Within the records below, how many lines hold the word "strokeStyle"? Only the number should be returned.

**DATA RECORDS**
____________________

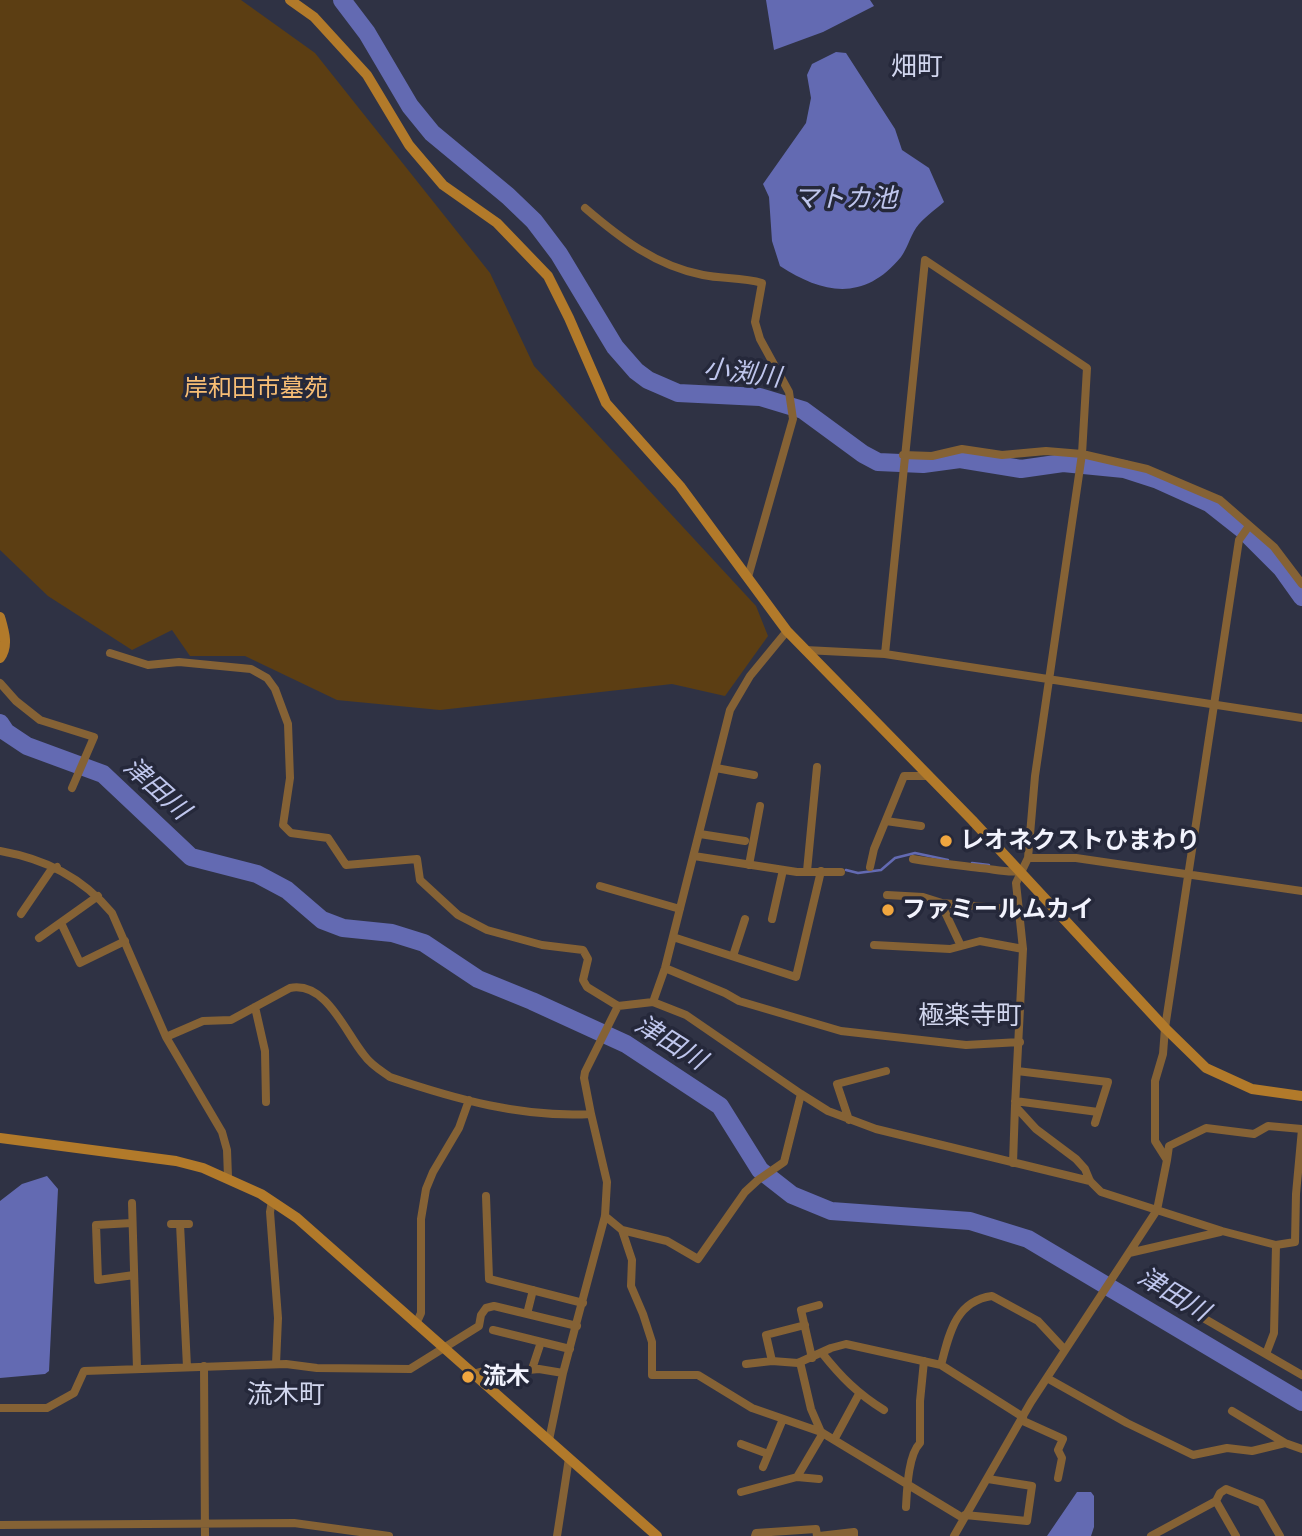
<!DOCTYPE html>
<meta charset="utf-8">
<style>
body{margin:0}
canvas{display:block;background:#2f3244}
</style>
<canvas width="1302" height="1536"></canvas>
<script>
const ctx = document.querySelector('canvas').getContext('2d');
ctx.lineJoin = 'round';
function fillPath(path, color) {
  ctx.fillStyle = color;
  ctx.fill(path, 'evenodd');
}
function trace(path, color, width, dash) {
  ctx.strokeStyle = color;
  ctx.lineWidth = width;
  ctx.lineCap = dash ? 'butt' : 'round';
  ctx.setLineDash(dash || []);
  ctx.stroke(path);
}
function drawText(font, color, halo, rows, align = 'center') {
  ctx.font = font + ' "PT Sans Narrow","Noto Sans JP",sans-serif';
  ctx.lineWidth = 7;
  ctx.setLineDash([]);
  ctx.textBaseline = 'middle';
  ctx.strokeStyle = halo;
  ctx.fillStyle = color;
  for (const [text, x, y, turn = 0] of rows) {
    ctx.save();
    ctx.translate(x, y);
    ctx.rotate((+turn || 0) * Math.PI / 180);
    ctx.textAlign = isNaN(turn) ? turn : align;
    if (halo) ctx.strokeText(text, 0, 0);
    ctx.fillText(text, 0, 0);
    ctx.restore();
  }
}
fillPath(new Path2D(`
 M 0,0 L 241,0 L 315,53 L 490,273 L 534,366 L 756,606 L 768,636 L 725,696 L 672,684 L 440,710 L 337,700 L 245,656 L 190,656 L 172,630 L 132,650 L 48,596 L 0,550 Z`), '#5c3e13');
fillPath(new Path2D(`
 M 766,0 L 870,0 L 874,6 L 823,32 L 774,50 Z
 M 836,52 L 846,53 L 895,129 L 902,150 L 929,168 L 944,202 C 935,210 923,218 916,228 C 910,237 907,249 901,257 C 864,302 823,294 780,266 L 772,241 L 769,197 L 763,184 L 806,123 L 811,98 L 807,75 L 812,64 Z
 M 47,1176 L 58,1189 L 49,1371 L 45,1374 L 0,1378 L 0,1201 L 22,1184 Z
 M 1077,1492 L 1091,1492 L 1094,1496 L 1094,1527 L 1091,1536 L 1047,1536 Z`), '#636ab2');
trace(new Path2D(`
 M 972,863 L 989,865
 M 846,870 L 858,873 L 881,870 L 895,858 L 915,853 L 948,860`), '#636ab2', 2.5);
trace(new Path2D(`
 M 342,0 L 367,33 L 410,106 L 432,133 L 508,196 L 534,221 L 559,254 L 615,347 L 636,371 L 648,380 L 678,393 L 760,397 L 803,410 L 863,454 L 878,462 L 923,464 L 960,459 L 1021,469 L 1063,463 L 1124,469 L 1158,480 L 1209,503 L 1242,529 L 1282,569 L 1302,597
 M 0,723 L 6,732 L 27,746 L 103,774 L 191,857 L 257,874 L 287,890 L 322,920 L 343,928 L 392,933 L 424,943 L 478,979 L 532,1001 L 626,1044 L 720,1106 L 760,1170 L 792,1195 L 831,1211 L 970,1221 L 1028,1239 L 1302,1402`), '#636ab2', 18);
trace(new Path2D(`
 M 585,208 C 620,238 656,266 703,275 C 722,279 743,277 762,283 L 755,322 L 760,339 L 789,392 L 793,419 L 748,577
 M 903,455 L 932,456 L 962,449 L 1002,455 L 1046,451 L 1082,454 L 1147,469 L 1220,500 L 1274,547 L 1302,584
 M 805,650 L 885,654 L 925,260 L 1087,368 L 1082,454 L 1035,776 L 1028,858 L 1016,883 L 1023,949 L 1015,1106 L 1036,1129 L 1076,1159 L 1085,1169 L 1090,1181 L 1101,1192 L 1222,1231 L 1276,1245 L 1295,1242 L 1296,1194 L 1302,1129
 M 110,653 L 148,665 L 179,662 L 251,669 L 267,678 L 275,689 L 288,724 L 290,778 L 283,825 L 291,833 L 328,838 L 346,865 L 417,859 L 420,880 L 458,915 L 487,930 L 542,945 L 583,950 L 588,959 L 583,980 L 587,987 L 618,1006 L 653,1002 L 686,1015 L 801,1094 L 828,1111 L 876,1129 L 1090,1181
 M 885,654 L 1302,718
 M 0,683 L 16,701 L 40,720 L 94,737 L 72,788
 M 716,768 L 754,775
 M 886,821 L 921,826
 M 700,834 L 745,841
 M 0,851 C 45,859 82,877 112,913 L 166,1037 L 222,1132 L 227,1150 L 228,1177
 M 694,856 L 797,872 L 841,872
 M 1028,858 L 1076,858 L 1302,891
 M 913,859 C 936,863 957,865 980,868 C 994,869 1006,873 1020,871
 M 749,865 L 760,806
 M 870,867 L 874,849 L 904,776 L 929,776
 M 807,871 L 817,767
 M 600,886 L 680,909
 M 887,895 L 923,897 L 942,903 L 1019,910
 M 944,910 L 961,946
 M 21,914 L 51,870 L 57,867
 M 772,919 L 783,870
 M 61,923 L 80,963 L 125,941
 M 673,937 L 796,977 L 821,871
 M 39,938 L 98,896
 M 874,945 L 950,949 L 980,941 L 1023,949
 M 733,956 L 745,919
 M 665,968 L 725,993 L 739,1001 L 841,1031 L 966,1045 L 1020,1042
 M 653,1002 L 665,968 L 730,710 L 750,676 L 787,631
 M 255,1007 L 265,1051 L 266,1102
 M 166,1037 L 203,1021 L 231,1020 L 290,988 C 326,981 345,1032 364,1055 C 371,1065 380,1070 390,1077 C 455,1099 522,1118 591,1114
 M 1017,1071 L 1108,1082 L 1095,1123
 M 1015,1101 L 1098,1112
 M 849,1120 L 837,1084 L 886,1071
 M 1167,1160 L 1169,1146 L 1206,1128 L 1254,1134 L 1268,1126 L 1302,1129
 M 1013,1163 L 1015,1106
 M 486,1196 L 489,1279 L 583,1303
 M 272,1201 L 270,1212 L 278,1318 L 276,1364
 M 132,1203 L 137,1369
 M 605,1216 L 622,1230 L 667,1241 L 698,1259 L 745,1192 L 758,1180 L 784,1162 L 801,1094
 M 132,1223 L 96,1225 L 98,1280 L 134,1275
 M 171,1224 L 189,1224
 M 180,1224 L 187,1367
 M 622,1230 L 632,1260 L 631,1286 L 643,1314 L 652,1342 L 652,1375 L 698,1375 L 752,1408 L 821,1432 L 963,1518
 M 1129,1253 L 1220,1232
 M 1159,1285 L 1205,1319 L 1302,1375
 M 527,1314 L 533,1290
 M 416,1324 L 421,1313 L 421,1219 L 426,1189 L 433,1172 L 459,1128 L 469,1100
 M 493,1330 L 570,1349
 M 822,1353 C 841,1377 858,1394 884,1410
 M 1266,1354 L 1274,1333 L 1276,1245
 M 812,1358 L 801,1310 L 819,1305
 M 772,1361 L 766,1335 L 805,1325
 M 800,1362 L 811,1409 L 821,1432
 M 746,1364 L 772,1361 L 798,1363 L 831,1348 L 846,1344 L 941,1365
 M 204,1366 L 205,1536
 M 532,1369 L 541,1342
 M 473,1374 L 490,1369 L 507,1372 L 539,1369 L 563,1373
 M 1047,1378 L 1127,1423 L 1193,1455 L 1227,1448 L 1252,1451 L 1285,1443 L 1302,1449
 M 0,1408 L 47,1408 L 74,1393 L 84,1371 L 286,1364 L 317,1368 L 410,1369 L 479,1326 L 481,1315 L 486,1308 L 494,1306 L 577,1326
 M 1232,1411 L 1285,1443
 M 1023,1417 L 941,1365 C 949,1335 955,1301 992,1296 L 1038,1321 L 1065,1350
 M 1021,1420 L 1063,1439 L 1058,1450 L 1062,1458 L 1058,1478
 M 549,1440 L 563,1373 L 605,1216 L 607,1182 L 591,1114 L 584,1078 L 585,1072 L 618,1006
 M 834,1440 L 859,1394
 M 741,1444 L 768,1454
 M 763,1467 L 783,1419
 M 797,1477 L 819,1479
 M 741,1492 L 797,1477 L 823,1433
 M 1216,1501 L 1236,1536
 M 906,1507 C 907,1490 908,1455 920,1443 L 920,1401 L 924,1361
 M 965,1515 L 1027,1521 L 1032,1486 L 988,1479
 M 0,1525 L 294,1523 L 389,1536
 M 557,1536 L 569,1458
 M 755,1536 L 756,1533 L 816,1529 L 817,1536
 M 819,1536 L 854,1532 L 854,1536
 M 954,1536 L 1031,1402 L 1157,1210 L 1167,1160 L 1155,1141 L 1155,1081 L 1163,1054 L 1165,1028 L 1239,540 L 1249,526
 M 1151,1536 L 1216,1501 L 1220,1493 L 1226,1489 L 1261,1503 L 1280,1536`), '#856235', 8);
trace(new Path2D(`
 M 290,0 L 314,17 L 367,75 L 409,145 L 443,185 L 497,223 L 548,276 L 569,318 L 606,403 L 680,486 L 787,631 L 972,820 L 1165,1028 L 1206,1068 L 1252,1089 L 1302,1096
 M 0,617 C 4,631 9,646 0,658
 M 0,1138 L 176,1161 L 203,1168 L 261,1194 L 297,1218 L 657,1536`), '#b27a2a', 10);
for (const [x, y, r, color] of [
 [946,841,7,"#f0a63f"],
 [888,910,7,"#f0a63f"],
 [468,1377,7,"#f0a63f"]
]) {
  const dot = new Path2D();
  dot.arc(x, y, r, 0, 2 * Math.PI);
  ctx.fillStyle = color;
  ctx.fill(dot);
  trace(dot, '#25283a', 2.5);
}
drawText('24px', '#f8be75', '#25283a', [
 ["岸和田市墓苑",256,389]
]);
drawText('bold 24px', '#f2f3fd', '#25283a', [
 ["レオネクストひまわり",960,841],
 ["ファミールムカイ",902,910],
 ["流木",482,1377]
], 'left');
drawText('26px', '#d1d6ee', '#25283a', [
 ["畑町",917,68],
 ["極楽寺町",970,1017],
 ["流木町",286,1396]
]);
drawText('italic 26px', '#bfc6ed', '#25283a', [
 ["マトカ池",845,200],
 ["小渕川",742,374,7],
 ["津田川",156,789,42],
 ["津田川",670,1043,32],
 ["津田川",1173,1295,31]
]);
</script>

____________________

**EXERCISE ANSWER**
2